*Exercise aim:*
Go through the records below and copy out every line that contains the word "FaDa".

### Entries shown

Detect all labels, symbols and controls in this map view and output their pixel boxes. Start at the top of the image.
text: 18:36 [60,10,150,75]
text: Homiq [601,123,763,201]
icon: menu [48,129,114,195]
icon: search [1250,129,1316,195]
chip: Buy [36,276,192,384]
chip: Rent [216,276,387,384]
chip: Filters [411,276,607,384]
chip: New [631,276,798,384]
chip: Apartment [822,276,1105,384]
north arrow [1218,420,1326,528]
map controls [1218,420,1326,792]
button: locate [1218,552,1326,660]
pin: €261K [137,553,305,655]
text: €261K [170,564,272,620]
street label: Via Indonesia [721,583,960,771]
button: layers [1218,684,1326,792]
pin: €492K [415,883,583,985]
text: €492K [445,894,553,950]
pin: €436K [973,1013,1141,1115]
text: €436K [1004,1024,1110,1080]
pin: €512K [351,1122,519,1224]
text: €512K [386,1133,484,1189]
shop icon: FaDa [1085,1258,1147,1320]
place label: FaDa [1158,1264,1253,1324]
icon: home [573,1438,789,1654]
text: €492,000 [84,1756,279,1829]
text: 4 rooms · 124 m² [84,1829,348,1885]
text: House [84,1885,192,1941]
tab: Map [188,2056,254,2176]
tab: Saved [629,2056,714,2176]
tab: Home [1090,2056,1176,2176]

######

*Exercise output:*
shop icon: FaDa [1085,1258,1147,1320]
place label: FaDa [1158,1264,1253,1324]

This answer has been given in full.